When a picture appears among the records, leave it out, and copy all else exactly.

__________________________________________________

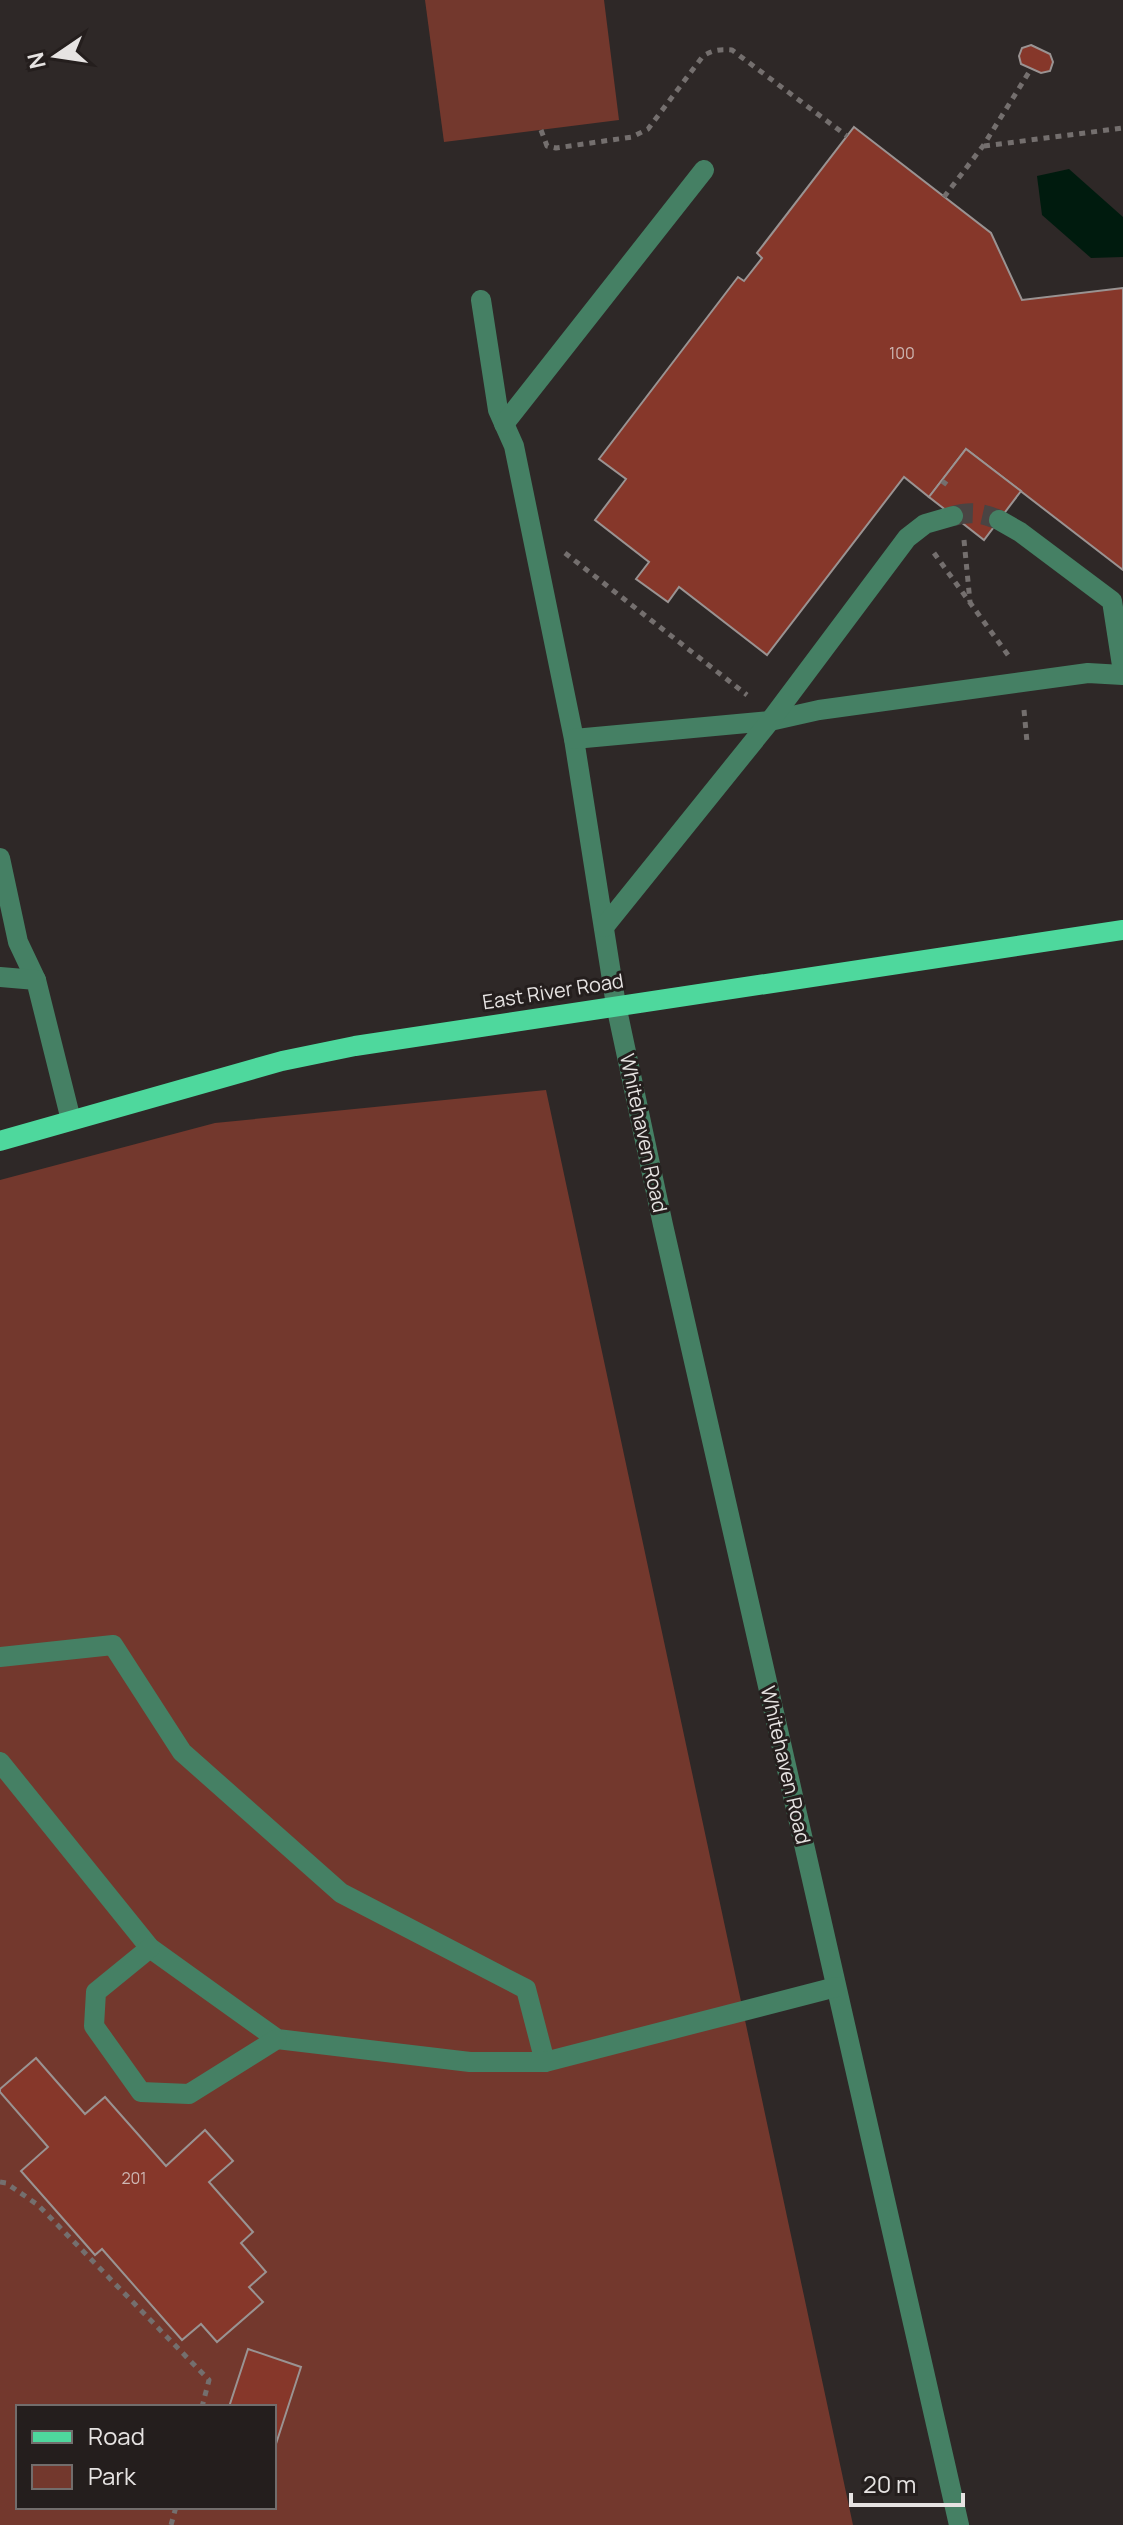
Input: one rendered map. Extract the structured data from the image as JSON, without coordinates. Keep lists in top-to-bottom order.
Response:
{
  "streets": {
    "main road": ["East River Road"],
    "street": ["Whitehaven Road"]
  },
  "crossings": [
    ["East River Road", "Whitehaven Road"]
  ],
  "house_numbers": ["100", "201"],
  "legend": ["Road", "Park"],
  "scale_bar": "20 m",
  "north": "left"
}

__________________________________________________

▸ Answer section:
Input: one rendered map. Extract the structured data from the image as JSON, without coordinates. Keep lists in top-to-bottom order.
Response:
{
  "streets": {
    "main road": ["East River Road"],
    "street": ["Whitehaven Road"]
  },
  "crossings": [
    ["East River Road", "Whitehaven Road"]
  ],
  "house_numbers": ["100", "201"],
  "legend": ["Road", "Park"],
  "scale_bar": "20 m",
  "north": "left"
}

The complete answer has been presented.